Prompt — State how many lines in the following entries hold the word "they". The reply is that number only.

Input records —
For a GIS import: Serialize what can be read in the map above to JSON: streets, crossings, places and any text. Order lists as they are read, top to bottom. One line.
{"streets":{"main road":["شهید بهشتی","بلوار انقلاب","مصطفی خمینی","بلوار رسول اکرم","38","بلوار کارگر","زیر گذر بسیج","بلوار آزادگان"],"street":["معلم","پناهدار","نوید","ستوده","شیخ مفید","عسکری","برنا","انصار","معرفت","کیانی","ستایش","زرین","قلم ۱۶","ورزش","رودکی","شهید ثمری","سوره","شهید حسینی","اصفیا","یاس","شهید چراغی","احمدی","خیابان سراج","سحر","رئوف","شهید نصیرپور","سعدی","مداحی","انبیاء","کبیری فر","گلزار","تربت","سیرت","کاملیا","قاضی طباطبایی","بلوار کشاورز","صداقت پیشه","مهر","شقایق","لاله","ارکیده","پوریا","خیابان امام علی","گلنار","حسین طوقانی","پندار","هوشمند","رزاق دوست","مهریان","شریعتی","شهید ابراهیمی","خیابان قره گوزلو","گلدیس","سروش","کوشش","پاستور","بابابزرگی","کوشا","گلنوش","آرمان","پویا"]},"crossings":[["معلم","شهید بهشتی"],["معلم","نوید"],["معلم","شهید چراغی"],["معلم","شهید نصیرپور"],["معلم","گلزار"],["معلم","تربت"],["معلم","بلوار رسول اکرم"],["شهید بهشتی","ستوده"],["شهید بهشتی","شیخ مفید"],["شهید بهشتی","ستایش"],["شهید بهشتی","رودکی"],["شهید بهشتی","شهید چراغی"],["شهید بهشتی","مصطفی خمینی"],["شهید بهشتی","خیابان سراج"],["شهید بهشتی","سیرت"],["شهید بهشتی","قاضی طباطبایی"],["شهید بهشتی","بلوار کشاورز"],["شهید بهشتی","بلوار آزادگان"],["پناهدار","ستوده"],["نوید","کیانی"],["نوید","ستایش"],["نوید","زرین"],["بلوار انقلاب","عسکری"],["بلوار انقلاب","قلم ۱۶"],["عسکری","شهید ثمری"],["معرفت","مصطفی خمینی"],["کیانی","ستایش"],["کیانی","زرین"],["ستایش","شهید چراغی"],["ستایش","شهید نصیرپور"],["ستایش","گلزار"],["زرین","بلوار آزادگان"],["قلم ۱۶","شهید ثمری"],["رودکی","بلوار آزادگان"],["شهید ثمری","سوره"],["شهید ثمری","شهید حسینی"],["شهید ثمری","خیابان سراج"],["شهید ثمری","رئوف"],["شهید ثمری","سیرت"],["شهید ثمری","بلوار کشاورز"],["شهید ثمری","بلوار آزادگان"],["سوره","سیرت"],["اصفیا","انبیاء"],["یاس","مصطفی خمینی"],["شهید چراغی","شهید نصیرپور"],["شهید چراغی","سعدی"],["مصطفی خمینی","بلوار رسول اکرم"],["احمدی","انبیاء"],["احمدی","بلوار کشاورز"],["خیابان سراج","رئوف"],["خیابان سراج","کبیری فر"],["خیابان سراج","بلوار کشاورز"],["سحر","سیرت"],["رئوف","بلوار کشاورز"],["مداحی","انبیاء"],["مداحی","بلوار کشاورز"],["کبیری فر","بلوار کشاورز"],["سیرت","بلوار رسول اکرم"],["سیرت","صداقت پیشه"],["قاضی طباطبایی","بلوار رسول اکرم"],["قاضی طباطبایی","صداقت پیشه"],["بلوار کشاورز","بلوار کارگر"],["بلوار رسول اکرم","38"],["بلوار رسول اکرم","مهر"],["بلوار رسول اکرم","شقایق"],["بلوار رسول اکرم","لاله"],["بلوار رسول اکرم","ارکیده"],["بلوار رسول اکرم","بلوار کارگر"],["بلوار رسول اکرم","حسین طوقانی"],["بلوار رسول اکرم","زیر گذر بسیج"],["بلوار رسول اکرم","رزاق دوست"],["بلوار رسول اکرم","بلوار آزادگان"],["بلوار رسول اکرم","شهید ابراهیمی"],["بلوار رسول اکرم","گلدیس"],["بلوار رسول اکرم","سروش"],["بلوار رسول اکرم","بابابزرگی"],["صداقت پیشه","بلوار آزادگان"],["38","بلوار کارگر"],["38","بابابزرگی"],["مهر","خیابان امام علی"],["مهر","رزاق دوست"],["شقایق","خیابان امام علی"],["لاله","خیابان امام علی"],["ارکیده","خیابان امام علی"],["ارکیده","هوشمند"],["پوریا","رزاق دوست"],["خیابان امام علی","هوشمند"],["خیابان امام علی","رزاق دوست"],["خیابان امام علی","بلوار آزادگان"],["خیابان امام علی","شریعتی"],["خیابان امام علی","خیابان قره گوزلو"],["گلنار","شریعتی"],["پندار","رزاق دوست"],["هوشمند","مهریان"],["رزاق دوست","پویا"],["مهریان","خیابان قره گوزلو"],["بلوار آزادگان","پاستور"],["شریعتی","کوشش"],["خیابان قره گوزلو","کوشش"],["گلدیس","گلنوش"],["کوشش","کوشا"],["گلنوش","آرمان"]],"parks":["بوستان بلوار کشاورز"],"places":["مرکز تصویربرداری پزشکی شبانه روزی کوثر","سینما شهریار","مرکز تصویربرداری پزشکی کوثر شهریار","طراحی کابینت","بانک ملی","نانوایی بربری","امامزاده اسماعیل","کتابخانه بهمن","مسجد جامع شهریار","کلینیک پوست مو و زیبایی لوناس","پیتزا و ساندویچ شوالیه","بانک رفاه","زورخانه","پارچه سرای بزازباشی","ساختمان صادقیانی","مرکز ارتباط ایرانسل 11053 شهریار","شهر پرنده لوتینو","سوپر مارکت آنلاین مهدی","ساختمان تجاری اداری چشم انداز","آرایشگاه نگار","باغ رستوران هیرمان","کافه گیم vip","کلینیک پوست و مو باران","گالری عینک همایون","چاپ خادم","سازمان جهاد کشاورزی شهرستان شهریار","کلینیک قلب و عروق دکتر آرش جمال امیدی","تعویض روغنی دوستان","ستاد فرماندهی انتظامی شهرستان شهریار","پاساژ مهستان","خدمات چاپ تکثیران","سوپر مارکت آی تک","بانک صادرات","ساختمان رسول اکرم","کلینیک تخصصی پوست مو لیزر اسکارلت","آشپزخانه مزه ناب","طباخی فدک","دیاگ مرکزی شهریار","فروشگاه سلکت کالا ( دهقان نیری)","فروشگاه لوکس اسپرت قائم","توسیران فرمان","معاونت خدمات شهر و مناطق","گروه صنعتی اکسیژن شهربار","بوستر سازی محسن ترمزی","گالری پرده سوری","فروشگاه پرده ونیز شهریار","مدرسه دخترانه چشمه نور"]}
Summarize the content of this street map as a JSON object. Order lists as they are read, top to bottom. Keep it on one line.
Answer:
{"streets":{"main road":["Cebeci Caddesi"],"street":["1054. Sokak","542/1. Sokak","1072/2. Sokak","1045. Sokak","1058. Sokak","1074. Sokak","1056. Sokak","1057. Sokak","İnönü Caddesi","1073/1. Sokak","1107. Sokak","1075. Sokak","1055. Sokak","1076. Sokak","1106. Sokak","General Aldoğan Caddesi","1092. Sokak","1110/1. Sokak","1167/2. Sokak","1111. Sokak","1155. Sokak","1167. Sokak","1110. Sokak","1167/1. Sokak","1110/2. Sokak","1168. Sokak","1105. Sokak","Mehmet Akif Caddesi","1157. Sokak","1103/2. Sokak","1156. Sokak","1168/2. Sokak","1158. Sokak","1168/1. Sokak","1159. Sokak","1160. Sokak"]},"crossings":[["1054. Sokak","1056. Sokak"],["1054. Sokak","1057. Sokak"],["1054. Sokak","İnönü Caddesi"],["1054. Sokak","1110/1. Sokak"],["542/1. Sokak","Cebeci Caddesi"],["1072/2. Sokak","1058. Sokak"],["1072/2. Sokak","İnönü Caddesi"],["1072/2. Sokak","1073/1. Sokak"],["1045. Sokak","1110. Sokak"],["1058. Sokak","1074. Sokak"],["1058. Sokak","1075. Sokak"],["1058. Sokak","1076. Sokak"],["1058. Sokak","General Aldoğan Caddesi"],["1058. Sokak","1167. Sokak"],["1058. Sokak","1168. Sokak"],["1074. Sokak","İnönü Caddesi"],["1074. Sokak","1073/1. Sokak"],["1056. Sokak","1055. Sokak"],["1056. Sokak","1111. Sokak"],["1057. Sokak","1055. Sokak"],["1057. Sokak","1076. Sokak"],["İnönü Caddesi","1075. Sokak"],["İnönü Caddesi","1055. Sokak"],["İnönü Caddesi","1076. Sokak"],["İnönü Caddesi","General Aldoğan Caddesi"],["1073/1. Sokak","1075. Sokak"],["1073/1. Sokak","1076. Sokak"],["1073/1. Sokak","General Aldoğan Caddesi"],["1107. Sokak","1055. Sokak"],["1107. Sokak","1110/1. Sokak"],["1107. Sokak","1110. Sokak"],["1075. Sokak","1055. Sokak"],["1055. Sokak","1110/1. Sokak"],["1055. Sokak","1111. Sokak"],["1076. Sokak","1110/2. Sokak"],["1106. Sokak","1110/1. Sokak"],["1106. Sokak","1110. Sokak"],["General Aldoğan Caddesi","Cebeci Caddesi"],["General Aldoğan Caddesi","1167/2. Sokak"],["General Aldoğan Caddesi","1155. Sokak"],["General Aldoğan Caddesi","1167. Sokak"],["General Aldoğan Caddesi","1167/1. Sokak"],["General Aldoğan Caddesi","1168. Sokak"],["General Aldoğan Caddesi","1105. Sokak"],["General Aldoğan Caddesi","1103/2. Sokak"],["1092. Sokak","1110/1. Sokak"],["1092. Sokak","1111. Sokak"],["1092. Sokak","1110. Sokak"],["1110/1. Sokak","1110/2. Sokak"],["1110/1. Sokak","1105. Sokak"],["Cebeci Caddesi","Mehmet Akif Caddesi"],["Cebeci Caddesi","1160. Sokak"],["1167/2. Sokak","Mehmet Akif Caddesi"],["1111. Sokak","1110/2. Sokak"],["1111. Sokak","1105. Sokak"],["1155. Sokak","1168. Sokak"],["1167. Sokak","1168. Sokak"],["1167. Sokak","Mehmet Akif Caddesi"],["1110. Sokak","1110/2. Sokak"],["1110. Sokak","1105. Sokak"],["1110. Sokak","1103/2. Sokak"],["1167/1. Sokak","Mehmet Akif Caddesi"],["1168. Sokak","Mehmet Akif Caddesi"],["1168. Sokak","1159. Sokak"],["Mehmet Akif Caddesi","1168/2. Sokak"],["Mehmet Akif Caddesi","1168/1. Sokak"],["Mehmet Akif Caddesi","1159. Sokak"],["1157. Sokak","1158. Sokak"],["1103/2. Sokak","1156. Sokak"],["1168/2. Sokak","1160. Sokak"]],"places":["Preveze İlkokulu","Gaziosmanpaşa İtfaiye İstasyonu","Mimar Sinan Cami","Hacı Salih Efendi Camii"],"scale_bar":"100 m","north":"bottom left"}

Response to the exercise — 2